A statue of Damdin Sukhbaatar who was the leader of Mongolia's 1921 revolution stands outside the Parliament Building of Mongolia in Ulan Bator on June 22, 2012. Photographer: Mark Ralston/AFP/GettyImages
A statue of Damdin Sukhbaatar who was the leader of Mongolia's 1921 revolution stands outside the Parliament Building of Mongolia in Ulan Bator on June 22, 2012. Photographer: Mark Ralston/AFP/GettyImages

March 7 (Bloomberg) -- Mongolia is planning to ease a key restriction on foreign investment by raising by tenfold the size of deals that must be approved by parliament, the nation’s foreign minister said in an interview.

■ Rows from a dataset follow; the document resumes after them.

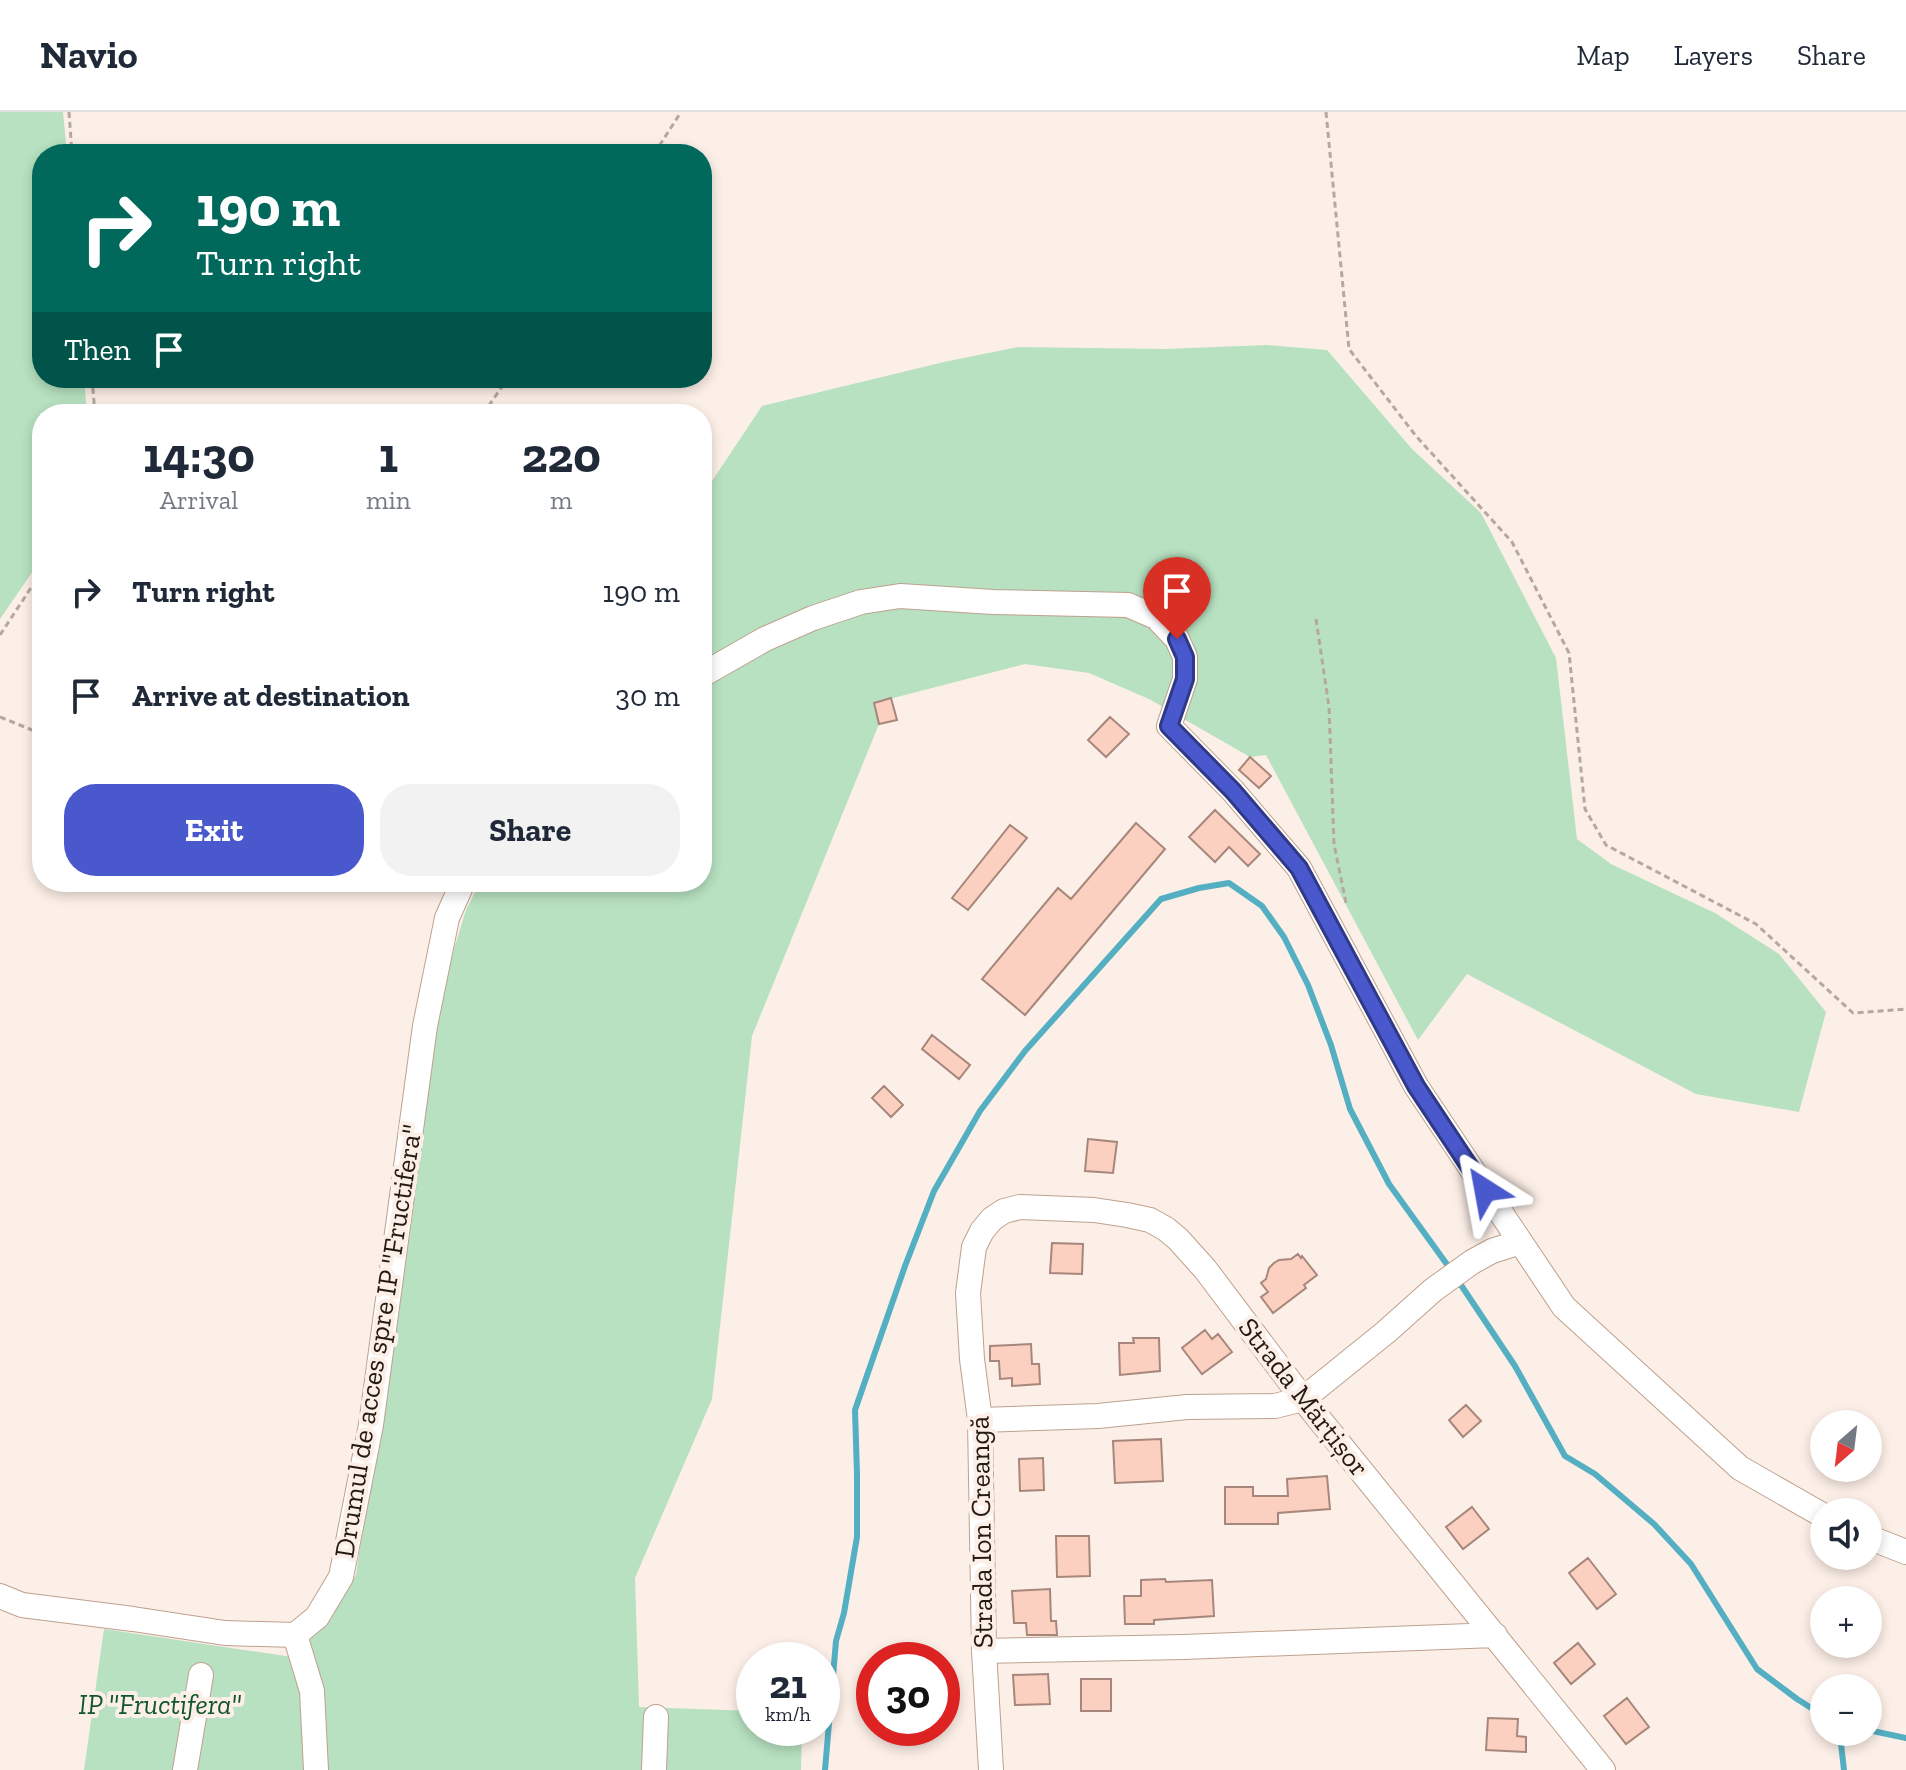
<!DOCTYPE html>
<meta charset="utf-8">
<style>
body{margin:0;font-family:"Zilla Slab",serif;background:#f2f2f3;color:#1f2937;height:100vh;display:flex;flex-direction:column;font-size:30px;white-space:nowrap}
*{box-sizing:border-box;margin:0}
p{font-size:26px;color:#747a83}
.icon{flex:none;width:44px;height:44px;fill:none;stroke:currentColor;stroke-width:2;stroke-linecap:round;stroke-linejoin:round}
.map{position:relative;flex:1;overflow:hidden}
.drawer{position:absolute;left:32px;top:292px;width:680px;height:488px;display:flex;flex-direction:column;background:#fff;border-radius:32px;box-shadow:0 4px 12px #0003}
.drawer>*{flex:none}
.banner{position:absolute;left:32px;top:32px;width:680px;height:244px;border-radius:32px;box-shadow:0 4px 12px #0003;background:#00695c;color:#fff;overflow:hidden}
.needle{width:52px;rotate:208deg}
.tools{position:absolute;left:1810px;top:1298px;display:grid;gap:16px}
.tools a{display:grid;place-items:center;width:72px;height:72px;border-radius:50%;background:#fff;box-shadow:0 4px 12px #0003;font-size:40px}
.speed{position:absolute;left:736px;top:1530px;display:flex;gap:16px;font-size:40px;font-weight:700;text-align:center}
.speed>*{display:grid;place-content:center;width:104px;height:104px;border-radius:50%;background:#fff;box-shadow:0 4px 12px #0003;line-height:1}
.speed small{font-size:20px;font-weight:400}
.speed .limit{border:12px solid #d22;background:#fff;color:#111}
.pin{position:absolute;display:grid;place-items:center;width:68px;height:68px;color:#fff;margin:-82px -34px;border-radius:50% 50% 50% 0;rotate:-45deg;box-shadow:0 0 8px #0007}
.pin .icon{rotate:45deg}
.me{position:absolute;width:88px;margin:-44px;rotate:326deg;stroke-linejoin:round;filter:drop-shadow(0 0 6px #0008)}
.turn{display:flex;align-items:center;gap:28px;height:168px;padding:0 32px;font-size:36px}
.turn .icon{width:104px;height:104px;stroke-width:2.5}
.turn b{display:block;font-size:56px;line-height:68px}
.then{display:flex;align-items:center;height:76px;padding:0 32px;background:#0003;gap:16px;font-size:30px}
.eta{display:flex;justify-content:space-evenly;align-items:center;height:136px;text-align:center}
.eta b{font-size:48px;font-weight:800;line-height:56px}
.cta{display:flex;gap:16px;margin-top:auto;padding:16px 32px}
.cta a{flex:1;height:92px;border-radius:32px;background:#4a58cd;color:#fff;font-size:32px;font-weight:800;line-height:92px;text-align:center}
.cta a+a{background:#f2f2f3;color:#1f2937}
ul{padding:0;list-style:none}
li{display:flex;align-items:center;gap:24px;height:104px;padding:0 32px}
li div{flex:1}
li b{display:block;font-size:30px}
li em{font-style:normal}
header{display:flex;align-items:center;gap:48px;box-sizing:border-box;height:112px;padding:0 40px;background:#fff;border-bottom:2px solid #e0e1e3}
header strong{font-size:38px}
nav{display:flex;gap:44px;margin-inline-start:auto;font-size:28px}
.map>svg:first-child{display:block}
</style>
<header>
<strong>Navio</strong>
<nav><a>Map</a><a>Layers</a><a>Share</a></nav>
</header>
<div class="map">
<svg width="1906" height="1658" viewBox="0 0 1906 1658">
<rect width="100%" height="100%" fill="#fcefe7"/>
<path fill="#b7e1c0" d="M0,0H63L67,42H42V266H84L87,302H42V446L0,507Z
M1267,233L1327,238L1412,337L1481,401L1556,546L1577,727L1611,752L1715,801L1779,842L1826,900L1799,1000L1696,982L1467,862L1418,928L1266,643L1250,645L1149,587L1089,561L1025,552L874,591L879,612L752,924L712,1287L635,1466L639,1595L754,1599V1616H802L801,1658H84L104,1517L312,1548L307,1535L312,1524L356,1463L419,1030L446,863L466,798L480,770H702V384L762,294L944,250L1018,235L1165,237Z"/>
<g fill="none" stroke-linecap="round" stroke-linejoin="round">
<path stroke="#54afc2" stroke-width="6" d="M1457,1167L1515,1254L1565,1344L1595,1362L1654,1412L1691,1452L1757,1557L1797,1587L1824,1604
M1868,1618L1906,1626
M1838,1620L1840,1623L1844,1658
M825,1658L836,1529L844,1501L857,1425V1362L855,1298L905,1154L934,1079L980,999L1025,939L1161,787L1199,776L1229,771L1262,794L1284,825L1308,873L1331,933L1350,997L1389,1072L1451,1158"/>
</g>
<path fill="#fcd0c0" stroke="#a7877b" stroke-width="2" d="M891,586L897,608L879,612L874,591Z
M1110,605L1129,622L1106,645L1088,628Z
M1250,645L1271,664L1259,676L1239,658Z
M1215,698L1260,742L1248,754L1229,735L1215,750L1189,725Z
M1136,711L1165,737L1025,903L982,867L1058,776L1071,787Z
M1010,713L1027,726L968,798L952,786Z
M932,923L970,953L959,967L922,937Z
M884,974L903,993L891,1005L872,986Z
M1088,1027L1117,1030L1113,1061L1085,1059Z
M1052,1131L1083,1132L1082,1162L1050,1161Z
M1298,1142L1301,1146L1302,1144L1317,1163L1304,1173L1306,1176L1273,1201L1261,1185L1268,1180L1261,1171L1266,1167L1269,1156L1274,1151L1279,1148L1291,1147Z
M1205,1218L1212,1227L1218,1222L1232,1240L1202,1262L1182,1236Z
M1133,1226H1159L1160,1259L1120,1263L1119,1231H1134Z
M1031,1232L1032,1252H1039L1040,1272L1012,1274V1266L1000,1267L999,1249H990V1234Z
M1466,1293L1481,1309L1463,1325L1449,1308Z
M1161,1327L1163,1369L1115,1371L1113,1329Z
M1043,1346L1044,1378L1020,1379L1019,1347Z
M1327,1364L1330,1397L1278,1401V1412H1225V1375H1253V1384H1288L1287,1367Z
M1472,1395L1489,1417L1463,1437L1446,1415Z
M1056,1424H1089L1090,1464L1057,1465Z
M1588,1446L1616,1482L1597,1497L1569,1461Z
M1165,1467L1166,1470L1212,1468L1214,1504L1154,1508V1512H1125L1124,1484H1141V1468Z
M1050,1477L1051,1509H1056L1057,1523H1027L1026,1511H1014L1012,1479Z
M1578,1531L1595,1552L1571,1572L1554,1551Z
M1048,1562L1050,1592L1015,1593L1013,1563Z
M1081,1567H1111V1599H1081Z
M1627,1586L1649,1615L1626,1632L1604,1604Z
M1488,1606L1518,1607L1517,1624L1526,1625V1640L1486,1638Z"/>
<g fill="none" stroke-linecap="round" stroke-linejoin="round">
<defs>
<path id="minor" d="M702,563L765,527L813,506L861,490L900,484L993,490L1128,493L1156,505L1177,527L1185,545V567L1169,614L1233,679L1299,756L1416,974L1564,1195L1740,1356L1824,1404
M980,1308L1098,1304L1187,1295L1275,1294L1303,1287L1386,1220L1433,1178L1472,1150L1492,1139L1520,1130
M1868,1425L1906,1440
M0,1484L22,1493L133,1507L225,1521L295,1523L317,1505L341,1465L371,1313L425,914L447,806L463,770
M295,1523L312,1579L316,1658
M984,1539L1184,1535L1495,1523
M185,1658L201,1563
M654,1658L656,1605
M991,1658L984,1539L980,1308L972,1247L968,1181L974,1135L982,1119L992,1107L1004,1099L1020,1095L1094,1098L1127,1103L1150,1108L1166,1117L1178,1127L1205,1157L1303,1287L1603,1658"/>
</defs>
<use href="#minor" stroke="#bea18e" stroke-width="26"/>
<path stroke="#b4a8a0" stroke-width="3" stroke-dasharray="6 4" stroke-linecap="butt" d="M69,0L72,42
M1326,0L1349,237L1416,324L1512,430L1569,541L1585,697L1606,733L1756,812L1853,901L1906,897
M654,42L681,0
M92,266L95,302
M483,302L508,266
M1316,507L1329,595L1334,732L1346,791L1344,793
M0,523L42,459
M0,605L42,622"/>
<use href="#minor" stroke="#fff" stroke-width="24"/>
</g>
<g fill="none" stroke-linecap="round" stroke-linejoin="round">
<defs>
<path id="route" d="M1177,527L1185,545V567L1169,614L1233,679L1299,756L1416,974L1485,1078"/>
</defs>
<use href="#route" stroke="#303985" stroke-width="20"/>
<use href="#route" stroke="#4a58cd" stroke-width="14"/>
</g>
<g text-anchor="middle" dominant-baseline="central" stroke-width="8" stroke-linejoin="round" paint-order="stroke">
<g font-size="28" fill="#251a13" stroke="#fcefe7">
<text transform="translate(378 1229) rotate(-81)">Drumul de acces spre IP "Fructifera"</text>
<text transform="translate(1304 1285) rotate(52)">Strada Mărțișor</text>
<text transform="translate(981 1420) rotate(-91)">Strada Ion Creangă</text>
</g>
<g font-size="28" font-style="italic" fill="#10552b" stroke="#fcefe7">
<text x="160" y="1592">IP "Fructifera"</text>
</g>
</g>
</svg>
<div class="tools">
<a><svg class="needle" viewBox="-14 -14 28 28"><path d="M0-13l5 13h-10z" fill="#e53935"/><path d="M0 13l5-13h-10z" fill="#747a83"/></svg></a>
<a><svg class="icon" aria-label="sound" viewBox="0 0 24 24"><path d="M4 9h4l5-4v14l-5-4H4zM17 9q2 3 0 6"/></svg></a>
<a>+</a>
<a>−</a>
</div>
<div class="speed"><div>21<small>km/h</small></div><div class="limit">30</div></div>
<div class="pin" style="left:1177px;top:527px;background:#d93025"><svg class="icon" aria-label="arrive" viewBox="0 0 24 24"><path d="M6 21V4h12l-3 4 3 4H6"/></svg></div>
<svg class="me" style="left:1485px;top:1078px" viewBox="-20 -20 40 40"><path d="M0-17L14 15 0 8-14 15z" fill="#4a58cd" stroke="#fff" stroke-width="4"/></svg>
<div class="banner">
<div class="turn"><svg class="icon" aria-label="right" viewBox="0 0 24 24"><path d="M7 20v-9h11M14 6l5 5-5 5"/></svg><div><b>190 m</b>Turn right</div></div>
<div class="then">Then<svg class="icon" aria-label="arrive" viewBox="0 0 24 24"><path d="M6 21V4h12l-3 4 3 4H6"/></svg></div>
</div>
<section class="drawer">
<div class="eta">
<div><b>14:30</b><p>Arrival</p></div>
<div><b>1</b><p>min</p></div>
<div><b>220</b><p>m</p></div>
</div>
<ul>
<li><svg class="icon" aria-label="right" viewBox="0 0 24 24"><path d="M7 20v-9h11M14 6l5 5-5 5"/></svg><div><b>Turn right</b></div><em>190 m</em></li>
<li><svg class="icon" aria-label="arrive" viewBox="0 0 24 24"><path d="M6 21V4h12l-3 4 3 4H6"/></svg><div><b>Arrive at destination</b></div><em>30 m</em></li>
</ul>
<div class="cta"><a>Exit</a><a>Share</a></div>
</section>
</div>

The threshold will be raised to 1 trillion tugrik ($715 million) from 100 billion tugrik, Luvsanvandan Bold said, adding that the decision would please foreign investors hoping to do business in Mongolia.

“Today it will be debated in Parliament,” the minister said. “It will be raised to 1 trillion tugrik. That is the new level that is under discussion.”

Mongolia, in the midst of a dispute with Rio Tinto Group over control of the $6.6 billion Oyu Tolgoi copper and gold project, passed a law last May to restrict foreign companies from buying control of assets in industries including mining, telecommunications, media and financial services. The law was created in part as a response to Aluminum Corp. of China Ltd.’s plan to buy coal miner SouthGobi Resources Ltd.

The Strategic Entities Foreign Investment Law requires any deal worth more than 100 billion tugrik involving the transfer of more than 49 percent of a Mongolian company to a foreign group to be referred to parliament for approval.

SouthGobi later came under Rio Tinto’s control after it took a majority stake in its parent company.